(Problem requirements) Copy out each line of the data that includes the string "geometry".

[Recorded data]
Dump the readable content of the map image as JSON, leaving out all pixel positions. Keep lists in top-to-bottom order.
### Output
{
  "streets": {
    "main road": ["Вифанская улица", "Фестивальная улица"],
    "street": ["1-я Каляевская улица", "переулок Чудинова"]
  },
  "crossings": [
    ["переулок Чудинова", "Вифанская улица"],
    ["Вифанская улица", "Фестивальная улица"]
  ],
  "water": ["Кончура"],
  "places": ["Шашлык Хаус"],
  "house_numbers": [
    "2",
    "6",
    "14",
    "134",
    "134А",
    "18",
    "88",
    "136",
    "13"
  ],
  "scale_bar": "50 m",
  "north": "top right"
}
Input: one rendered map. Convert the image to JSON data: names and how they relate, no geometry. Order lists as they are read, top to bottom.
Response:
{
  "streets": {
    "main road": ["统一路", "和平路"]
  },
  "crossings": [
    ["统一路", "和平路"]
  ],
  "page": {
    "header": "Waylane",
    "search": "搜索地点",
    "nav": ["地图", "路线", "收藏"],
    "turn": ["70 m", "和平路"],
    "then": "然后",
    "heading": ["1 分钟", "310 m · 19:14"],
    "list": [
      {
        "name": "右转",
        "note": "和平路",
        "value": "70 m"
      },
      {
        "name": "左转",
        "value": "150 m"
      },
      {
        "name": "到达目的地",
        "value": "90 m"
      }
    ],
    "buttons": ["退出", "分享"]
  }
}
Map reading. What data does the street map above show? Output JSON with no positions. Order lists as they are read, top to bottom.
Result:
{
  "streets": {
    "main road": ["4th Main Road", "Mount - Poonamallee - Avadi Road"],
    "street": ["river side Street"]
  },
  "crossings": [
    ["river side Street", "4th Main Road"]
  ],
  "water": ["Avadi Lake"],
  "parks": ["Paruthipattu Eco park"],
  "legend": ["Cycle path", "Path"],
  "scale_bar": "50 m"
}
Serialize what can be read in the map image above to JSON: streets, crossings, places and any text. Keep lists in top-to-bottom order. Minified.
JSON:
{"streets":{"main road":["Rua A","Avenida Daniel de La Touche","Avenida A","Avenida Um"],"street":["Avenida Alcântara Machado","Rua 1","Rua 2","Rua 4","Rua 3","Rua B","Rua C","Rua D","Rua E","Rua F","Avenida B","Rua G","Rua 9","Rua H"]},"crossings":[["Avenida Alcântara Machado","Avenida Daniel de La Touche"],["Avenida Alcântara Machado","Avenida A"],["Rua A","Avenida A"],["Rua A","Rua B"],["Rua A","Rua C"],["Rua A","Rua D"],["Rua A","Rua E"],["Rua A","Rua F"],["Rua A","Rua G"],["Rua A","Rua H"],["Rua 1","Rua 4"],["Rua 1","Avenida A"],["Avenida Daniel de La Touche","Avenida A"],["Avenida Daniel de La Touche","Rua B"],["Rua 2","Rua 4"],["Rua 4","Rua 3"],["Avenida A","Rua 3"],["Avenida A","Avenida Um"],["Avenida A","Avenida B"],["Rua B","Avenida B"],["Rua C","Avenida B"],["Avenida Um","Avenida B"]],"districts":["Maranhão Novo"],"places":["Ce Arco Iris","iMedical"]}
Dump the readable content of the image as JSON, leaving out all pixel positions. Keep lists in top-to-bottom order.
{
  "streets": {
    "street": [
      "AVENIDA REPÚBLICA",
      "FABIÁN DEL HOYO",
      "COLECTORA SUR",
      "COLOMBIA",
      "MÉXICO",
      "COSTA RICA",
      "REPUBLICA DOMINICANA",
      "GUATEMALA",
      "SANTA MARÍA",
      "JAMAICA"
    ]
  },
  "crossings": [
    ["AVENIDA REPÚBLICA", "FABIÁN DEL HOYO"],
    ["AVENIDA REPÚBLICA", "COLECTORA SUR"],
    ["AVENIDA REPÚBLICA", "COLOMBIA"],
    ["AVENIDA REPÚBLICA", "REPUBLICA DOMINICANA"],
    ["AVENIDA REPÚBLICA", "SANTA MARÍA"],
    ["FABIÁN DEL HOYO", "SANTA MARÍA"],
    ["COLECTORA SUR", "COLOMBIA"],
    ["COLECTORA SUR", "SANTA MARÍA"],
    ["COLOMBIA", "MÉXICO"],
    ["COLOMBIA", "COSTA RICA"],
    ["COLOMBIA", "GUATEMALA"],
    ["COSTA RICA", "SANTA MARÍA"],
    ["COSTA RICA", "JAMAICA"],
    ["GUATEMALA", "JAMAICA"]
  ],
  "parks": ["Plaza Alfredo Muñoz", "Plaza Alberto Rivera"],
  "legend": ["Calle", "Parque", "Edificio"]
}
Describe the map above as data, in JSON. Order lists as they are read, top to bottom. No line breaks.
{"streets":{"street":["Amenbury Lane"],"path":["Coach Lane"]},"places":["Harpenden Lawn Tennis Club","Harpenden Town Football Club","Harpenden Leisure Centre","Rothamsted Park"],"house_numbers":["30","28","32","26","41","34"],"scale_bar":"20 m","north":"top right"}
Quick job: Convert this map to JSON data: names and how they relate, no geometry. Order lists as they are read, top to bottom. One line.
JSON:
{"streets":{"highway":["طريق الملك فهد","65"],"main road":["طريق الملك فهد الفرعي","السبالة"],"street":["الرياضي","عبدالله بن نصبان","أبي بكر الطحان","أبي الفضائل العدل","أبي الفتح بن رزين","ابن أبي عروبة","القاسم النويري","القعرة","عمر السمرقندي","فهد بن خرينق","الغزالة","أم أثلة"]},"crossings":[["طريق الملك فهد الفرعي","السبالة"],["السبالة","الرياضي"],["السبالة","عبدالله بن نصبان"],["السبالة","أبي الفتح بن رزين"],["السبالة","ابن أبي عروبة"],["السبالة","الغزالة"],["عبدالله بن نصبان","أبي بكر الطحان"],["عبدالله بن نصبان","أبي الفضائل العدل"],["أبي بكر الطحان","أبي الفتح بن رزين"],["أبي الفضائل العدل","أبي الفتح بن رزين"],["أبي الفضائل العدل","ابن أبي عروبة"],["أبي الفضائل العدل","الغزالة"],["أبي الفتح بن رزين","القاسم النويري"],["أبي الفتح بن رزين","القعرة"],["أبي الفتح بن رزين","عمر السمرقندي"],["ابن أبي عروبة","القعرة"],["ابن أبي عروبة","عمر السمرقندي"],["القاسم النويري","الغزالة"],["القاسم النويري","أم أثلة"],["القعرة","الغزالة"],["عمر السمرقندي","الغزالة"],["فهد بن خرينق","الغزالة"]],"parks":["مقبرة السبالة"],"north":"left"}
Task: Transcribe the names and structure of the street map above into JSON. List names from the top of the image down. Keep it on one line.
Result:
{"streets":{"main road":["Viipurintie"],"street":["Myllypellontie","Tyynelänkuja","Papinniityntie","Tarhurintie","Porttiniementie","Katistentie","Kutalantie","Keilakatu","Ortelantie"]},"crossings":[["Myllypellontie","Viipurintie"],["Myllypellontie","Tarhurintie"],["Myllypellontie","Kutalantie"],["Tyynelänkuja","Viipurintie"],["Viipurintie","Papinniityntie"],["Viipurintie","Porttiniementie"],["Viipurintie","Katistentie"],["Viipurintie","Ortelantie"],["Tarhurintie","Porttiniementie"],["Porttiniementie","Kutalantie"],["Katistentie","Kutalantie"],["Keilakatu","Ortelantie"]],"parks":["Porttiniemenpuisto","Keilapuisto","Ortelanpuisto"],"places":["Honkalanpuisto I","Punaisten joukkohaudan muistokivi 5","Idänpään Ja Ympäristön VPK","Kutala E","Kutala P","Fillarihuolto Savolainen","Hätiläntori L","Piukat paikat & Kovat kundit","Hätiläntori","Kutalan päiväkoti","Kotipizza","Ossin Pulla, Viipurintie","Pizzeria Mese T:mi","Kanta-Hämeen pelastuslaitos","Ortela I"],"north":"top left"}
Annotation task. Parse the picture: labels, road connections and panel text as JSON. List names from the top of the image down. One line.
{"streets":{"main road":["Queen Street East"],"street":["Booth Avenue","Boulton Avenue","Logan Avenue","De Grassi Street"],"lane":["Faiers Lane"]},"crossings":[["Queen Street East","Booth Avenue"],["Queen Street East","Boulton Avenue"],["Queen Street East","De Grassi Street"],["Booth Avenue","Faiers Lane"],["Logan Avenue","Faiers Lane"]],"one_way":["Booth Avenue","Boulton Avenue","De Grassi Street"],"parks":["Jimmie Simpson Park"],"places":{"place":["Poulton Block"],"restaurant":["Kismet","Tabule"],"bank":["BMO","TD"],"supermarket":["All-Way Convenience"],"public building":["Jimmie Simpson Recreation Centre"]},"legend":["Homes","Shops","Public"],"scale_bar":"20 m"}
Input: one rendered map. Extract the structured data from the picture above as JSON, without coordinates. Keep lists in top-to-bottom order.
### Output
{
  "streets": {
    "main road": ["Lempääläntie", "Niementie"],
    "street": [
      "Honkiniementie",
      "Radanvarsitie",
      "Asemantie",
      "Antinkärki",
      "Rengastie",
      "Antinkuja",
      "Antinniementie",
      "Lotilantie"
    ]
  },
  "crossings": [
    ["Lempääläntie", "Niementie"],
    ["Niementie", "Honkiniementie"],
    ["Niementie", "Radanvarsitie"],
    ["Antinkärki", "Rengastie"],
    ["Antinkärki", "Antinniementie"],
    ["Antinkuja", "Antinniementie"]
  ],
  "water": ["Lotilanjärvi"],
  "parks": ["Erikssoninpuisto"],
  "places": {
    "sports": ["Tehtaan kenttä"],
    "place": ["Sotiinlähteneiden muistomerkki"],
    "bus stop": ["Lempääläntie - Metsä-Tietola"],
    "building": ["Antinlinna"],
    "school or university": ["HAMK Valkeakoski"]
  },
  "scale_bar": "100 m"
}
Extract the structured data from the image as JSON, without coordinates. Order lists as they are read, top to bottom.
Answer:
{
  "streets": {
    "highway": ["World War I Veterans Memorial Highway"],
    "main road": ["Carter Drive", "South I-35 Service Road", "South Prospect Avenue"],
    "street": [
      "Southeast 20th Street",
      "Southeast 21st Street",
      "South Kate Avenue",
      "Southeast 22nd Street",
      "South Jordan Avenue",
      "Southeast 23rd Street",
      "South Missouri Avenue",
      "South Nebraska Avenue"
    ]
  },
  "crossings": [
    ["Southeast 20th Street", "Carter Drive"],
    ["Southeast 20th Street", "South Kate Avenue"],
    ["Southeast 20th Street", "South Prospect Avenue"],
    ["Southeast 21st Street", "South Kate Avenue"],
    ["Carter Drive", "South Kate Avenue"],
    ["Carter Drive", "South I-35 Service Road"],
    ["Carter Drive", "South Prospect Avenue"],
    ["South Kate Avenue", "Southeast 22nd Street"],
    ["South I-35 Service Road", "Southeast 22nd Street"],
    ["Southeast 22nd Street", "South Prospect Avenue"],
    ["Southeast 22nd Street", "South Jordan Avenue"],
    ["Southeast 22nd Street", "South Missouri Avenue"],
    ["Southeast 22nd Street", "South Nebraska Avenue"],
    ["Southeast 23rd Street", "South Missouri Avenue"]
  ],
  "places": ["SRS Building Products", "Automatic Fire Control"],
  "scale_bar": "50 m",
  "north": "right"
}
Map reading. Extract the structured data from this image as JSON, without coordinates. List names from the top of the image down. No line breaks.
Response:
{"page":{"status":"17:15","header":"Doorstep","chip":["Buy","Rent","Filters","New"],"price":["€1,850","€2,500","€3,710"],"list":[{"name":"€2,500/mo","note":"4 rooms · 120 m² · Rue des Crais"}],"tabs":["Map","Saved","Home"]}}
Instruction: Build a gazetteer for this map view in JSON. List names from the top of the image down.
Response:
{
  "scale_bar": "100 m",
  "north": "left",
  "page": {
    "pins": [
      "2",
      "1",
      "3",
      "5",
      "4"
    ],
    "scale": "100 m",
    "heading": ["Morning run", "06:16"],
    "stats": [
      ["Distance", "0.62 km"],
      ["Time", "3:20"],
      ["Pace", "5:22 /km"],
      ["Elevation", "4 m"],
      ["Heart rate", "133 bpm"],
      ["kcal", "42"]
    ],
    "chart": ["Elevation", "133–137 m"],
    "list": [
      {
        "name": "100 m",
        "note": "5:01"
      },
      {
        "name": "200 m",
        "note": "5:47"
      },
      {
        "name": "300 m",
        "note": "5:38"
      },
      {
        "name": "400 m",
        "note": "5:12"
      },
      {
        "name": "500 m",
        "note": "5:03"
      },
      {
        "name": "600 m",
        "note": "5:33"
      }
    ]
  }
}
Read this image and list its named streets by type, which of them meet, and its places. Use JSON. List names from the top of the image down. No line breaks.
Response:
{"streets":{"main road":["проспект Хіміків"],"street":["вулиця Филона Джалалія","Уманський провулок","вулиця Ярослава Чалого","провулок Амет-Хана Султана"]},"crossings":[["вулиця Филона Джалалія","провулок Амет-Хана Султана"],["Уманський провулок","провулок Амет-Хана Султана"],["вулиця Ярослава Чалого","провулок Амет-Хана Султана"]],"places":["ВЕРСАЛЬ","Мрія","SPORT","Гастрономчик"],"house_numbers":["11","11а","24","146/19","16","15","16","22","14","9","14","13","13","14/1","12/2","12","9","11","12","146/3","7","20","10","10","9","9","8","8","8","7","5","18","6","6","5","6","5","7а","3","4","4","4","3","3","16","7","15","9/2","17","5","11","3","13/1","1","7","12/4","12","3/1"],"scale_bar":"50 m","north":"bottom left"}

(Problem solution)
Input: one rendered map. Convert the image to JSON data: names and how they relate, no geometry. Order lists as they are read, top to bottom.
Quick job: Convert this map to JSON data: names and how they relate, no geometry. Order lists as they are read, top to bottom. One line.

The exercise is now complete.